10:00: My mom got there first and says she has no memory of driving there and has no idea how she got there so fast. I think it was a blur for everyone. My dad made it there next and I guess the doctors waited as long as possible for Rory to get there because they were wheeling me out of the prep room and down the hall when Rory ran up. I remember hearing, “Are you the dad?” They tossed the scrubs and booties at him and told him to get changed.
10:41: Baby Jake is born. ZERO pounds 15 ounces! Zero pounds. We couldn’t believe it. The doctors quickly rushed Jake away and I remember telling Rory to go be with him. That’s about all I remember. I was cleaned up from the surgery and I remember going into the NICU so that Jake could receive a blessing from Rory and Grant. I couldn’t see much while lying flat on my back but I was able to touch his toes with my finger and then they took me to my room to get some rest.

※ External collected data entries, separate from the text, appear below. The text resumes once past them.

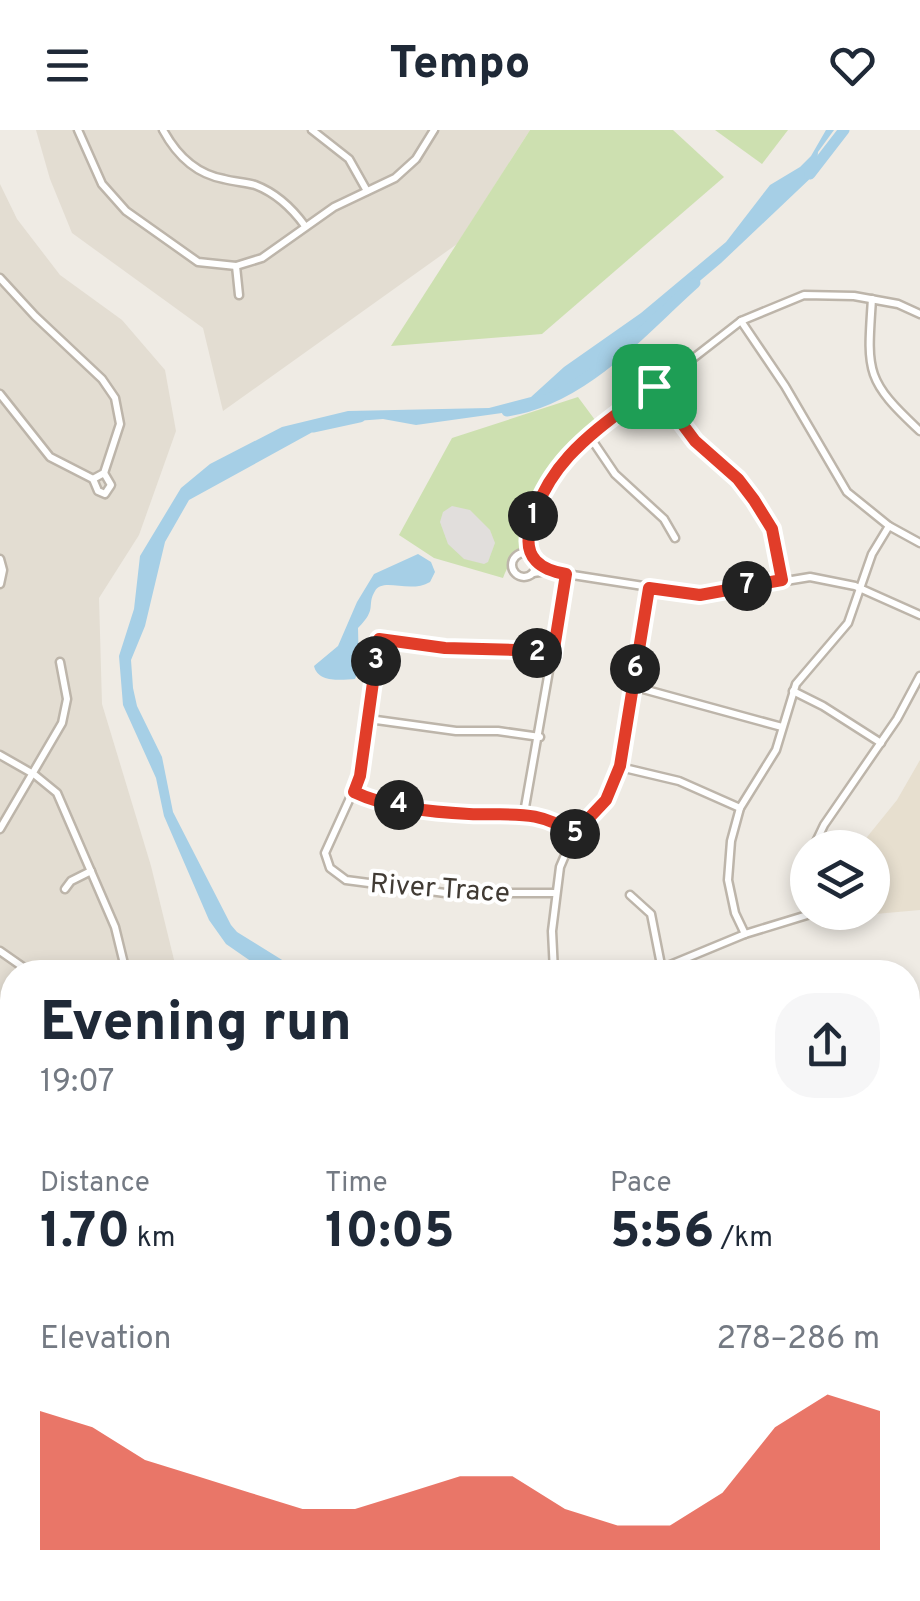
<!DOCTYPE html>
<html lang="en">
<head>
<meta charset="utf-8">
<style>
	body { margin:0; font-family:Overpass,sans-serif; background:#f6f6f7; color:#1f2937; height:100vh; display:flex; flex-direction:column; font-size:38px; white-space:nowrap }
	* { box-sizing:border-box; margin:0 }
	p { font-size:32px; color:#747a83 }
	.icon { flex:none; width:55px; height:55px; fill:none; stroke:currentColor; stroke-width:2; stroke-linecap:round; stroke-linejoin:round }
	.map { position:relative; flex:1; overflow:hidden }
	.side { position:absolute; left:0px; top:830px; width:920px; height:642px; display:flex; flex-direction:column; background:#fff; border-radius:40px 40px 0 0; box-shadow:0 5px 15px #0003 }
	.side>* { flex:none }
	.controls { position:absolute; left:790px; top:700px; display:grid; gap:20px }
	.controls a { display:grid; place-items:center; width:100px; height:100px; border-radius:50%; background:#fff; box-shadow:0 5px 15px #0003; font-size:50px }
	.pin { position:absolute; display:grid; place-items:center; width:85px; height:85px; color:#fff; margin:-42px; border-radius:20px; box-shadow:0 5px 15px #0006 }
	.km { position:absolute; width:50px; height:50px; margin:-25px; border-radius:50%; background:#222; color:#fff; font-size:28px; line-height:50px; text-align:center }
	.round { display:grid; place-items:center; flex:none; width:105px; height:105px; border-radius:40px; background:#f6f6f7 }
	.overview { display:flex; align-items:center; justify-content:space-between; height:170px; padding:0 40px }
	h1 { font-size:55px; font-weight:800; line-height:75px }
	.metrics { display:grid; grid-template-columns:repeat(3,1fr); gap:15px; height:170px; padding:10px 40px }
	.metrics div { display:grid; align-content:center }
	.metrics b { font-size:50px; font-weight:800 }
	.metrics small { font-size:28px; font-weight:400 }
	.metrics p { font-size:28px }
	.chart { height:280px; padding:20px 40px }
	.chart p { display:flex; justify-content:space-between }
	.chart svg { width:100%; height:180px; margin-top:10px; fill:#e13d29; opacity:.7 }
	header { display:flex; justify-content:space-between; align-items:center; height:130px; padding:0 40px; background:#fff; font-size:45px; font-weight:800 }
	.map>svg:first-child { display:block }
</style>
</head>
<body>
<header><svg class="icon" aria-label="menu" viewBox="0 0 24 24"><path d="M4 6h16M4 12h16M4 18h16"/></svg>Tempo<svg class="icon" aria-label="heart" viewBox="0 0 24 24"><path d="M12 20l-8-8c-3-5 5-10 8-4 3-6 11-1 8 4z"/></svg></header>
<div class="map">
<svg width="920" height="1471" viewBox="0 0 920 1471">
	<rect width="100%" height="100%" fill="#efebe4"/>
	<g fill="#e3ddd2">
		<path d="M36 0H530L457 114 223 281 203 198 72 103 50 49Z"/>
		<path d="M0 54 17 89 60 145 122 190 165 240 176 301 139 405 99 468 102 574 151 736 177 842H12V1460H120L108 1471H0Z"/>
		<path d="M908 1358 920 1360V1410L908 1429Z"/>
		<path d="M425 1460H673L667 1471H433Z"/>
		<path d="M696 1460H888L881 1471H691Z"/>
	</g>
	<path fill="#e7dfcf" d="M920 630V780L842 787 840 783 872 782V718L859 717 897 670Z"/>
	<g fill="#cde0b0">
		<path d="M530 0H673L724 47 542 204 391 216Z"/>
		<path d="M715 0H788L762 34Z"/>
		<path d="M578 267 598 294C574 314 548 336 536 367 531 382 529 398 522 413 516 426 508 434 503 448L434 428 399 405 452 308Z"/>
	</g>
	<path fill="#e1dedc" d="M452 376 470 380 490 400 495 413 488 432 484 434 464 429 448 414 440 392 443 382Z"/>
	<g fill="#a6cfe6">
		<path d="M826 0H834L818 22 816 43 721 133 604 232 544 272 502 283 416 295 383 289 329 293 189 370 165 412 145 496 131 530 133 558 137 576 162 627 173 682 231 795 237 802 287 833 294 842H270L258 836 226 814 209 790 164 686 156 648 123 575 119 526 134 479 140 426 181 358 210 334 282 297 348 281 489 278 531 267 564 237 641 183 726 112 770 55 800 37 811 26Z"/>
		<path d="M418 424 431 432 435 442 430 452C410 464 383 447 375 461 366 476 378 478 358 498L359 540 355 549C341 550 318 553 314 536L338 516 357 472 374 444Z"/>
	</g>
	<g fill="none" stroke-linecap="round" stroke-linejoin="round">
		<g stroke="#a6cfe6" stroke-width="11">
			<path d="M810 44 844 0"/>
			<path d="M507 281C583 270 640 202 695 153"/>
			<path d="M314 297 360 287"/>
		</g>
		<g stroke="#bdb5aa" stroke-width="11">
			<g id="minor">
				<path d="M78 0 102 54 126 81 198 132 236 136 262 128 334 77 395 48 416 29 434 0"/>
				<path d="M163 0C176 24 196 44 224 49 235 52 245 52 255 55 276 63 292 78 305 96"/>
				<path d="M312 0 349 29 367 61"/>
				<path d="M236 136 239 165"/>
				<path d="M0 148 35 186 102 249 115 268 120 294 104 343 93 349 50 327 0 264"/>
				<path d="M872 169C867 242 865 250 920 301"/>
				<path d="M741 191 785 256 847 362 889 396 920 413"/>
				<path d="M654 256 695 311 737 349 754 370 772 399 782 450"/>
				<path d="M590 307 615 344 664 389 675 408"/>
				<path d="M93 349 98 361 105 364 111 355 104 343"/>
				<circle cx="524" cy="435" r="12"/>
				<path d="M530 425C524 389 543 356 565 328L741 191 804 165 854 166 898 174 920 184"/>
				<path d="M0 429 3 440 0 454"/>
				<path d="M533 443 547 441 701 465 810 447 855 456 920 485"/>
				<path d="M553 525 515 520 445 518 379 509 360 646 325 723 330 738 346 750 445 763H554"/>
				<path d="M632 556 782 597"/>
				<path d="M793 561 823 576 881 613"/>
				<path d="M369 589 456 601H498L540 607"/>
				<path d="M0 625 35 645 57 663 115 797 126 842"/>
				<path d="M620 637 679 651 740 678"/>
				<path d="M354 662C387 678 432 682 469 684 511 686 537 677 574 704"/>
				<path d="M524 683 566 444"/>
				<path d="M0 699 62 593 67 569 60 532"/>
				<path d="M813 718 824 695 897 589 920 546"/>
				<path d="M65 759 71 751 91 741"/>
				<path d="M630 765 651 784 662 840"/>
				<path d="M745 804 735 783 728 750 731 711 740 678 776 620 796 554 848 493 872 424 889 396"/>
				<path d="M0 821 30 842"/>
				<path d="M554 842 552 801 560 737 574 704 606 670 620 637 649 458"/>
				<path d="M653 842 745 804 817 782"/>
				<path d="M0 944 12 963"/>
				<path d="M908 946 920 941"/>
				<path d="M0 981 12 974"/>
				<path d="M908 1042 920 1046"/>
				<path d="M0 1092 12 1109"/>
				<path d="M908 1105 920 1080"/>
				<path d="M0 1198 12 1206"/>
				<path d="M0 1270 12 1261"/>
				<path d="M0 1360 12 1356"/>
				<path d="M0 1429 12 1426"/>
			</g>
		</g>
		<g stroke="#bdb5aa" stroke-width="12">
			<g id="tertiary">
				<path d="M908 1179 920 1165"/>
				<path d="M908 1228 920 1208"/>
				<path d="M674 1471 681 1460"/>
				<path d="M689 1471 695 1460"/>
			</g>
		</g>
		<use href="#minor" stroke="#fff" stroke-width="6"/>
		<use href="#tertiary" stroke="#fff" stroke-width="8"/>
	</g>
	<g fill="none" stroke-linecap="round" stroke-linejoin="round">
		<g stroke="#fff" stroke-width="20">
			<path id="route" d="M654 256 695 311 738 349 754 370 772 399 782 450 700 465 649 458 620 636 606 670 574 704C537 678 512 686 469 684 433 682 387 678 354 662L360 646 379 509 445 518 515 520 553 525 566 444C541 440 523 428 530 399 547 328 600 298 654 256Z"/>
		</g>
		<use href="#route" stroke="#e13d29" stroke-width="12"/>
	</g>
	<g text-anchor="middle" stroke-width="8" stroke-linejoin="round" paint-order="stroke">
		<g font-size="28" fill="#413b34" stroke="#fff">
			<text transform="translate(440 757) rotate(4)" y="10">River Trace</text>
		</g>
	</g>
</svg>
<div class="controls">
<a><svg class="icon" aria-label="layers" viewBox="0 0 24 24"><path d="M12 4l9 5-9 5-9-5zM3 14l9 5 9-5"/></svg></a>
</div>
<div class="pin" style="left:654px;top:256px;background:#1e9e55"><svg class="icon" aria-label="arrive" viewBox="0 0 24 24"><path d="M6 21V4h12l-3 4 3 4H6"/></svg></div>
<b class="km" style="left:533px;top:386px">1</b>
<b class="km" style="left:537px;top:523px">2</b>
<b class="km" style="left:376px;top:531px">3</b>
<b class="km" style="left:399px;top:675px">4</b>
<b class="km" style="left:575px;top:704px">5</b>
<b class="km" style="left:635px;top:539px">6</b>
<b class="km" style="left:747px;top:456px">7</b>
<section class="side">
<div class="overview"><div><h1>Evening run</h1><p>19:07</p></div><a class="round"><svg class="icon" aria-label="share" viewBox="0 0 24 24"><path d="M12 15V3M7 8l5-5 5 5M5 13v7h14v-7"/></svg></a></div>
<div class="metrics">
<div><p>Distance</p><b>1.70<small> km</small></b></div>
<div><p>Time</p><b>10:05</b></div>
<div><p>Pace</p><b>5:56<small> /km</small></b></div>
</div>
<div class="chart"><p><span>Elevation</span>278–286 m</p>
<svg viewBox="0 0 160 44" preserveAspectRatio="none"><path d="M0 44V10L10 14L20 22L30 26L40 30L50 34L60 34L70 30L80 26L90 26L100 34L110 38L120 38L130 30L140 14L150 6L160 10V44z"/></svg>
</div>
</section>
</div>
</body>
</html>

Jake received an 8 on the baby Apgar test which immediately surprised every doctor there, (which there were a ton), and he looked far better than anyone ever thought he would as well. His head wasn’t as mis-shapen as they thought, there was a small hole in his heart, but it seemed fairly normal size for his gestational age. We knew that we had many challenges coming in the upcoming days and weeks and hopefully months and years, but we were up for the challenge.
The day March 18th 2011 was theworst day because Rory and I had to choose my life ver our babies, but it was the best day because our little Jake was born and looked as good as a 15 ounce baby could look.